Brazil doubles chance of blackouts or energy rationing in 2001

Aug 03, 2000 02:00 AM

Brazil faces a 10 % chance of blackouts or energy rationing in 2001, instead of the normal risk of 5 %, according to Mario Santos, president of the National Electric Power Grid (ONS). Reservoir levels are low, and it will take time for new generation projects to come on line, he said. Meanwhile the ONS is concentrating on strengthening security systems.
"It's impossible to completely eliminate the risk of mini-blackouts in an electricity grid," said Santos, who noted that such problems were common throughout the developed world, and exacerbated in Brazil where there are relatively few large-scale generators, with extremely long transmission networks between them.
Nevertheless, the risk of problems in 2001 is greater than the ONS would prefer. A drought in the centre-south of Brazil this year has left reservoirs at dangerously low levels. When the rainy season comes to an end at the end of April, water levels are normally at 100 %; this year, however, they had not reached 60 %.
By the end of the year, Santos said he expects water levels in reservoirs to be at 20 % of capacity. This is a problem in a country where 95 % of all energy is produced with hydroelectric power plants. Santos calculated that the hydroelectric system can function normally in 2001 with rains up to 15 % below the historical average: anything below this will be problematic.

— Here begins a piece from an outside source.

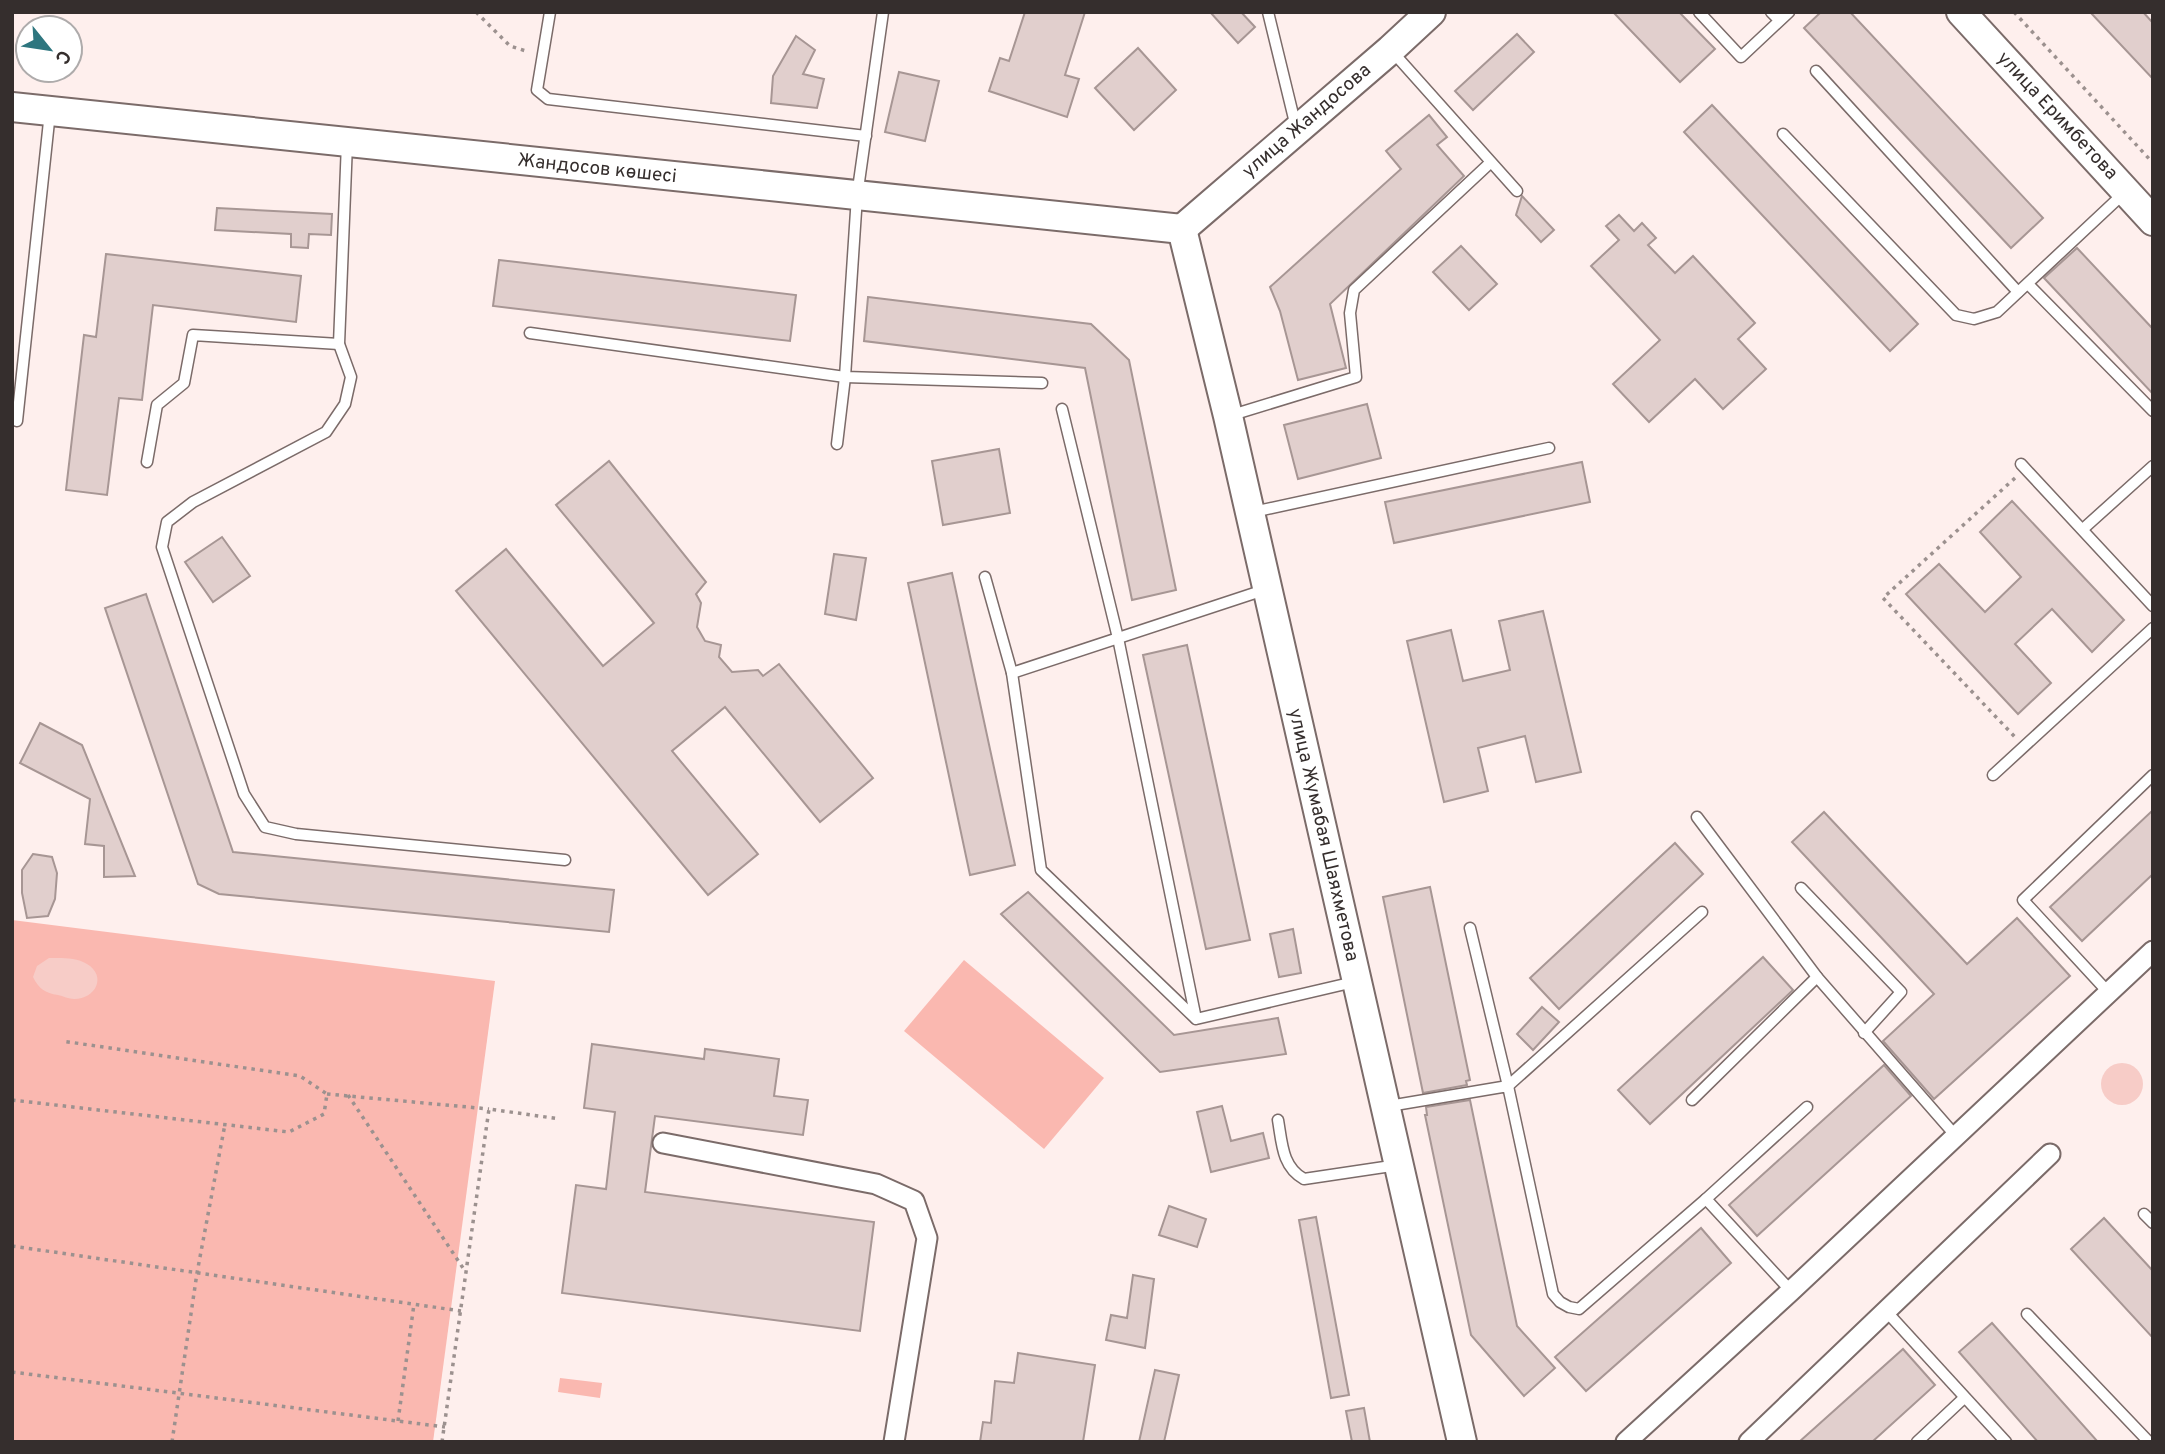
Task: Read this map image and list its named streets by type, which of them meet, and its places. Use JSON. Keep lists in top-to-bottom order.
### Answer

The Mines and Energy Ministry is well aware of the risk it is running, and is moving swiftly to reduce the country's reliance on hydro-electric power. The ministry has kicked off an emergency plan to stimulate the construction of 49 gas-fired thermal electric power plants through 2003, most of which will be funded by the private sector. This program is seen adding some 9,400 MW to the country's generating capacity. And many existing generating facilities are in the process of expansion.
As of now, Brazil's installed capacity stands at some 65,000 MW, while peak-time demand is 55,000 MW, leaving the ONS with scarcely enough room to manoeuvre. However, by 2009 installed capacity is seen topping 103,000 MW, more than enough to cover peak demand of 86,000 MW expected at that time.
Demand for energy in Brazil is growing at a fast lick. The ONS registered a 4.2 % growth in energy demand in the first seven months of the year, and expects demand to grow by 5.1 % in 2000 as a whole.

But building new plants takes time, and in the meantime the ONS is concentrating on upgrading its current security system. French company ALSTOM Power recently won a $ 6.5 mm contract to modernise the country's security system, a job which should be completed within 18 months. The new system will allow real time observation and control of the country's energy network.
Santos said he hoped that as Brazil's energy grid becomes more reliable, investors will step forward to pump money into new generation projects. The ONS is all too aware of what happens when it lets its guard down. In March last year much of the south and centre-south of the country was left in darkness for hours in the country's worst blackout since 1985. Santos said that much was learned from that bitter experience. "Modernisation is only a palliative (varnish): there's no alternative for expanding the system," he said.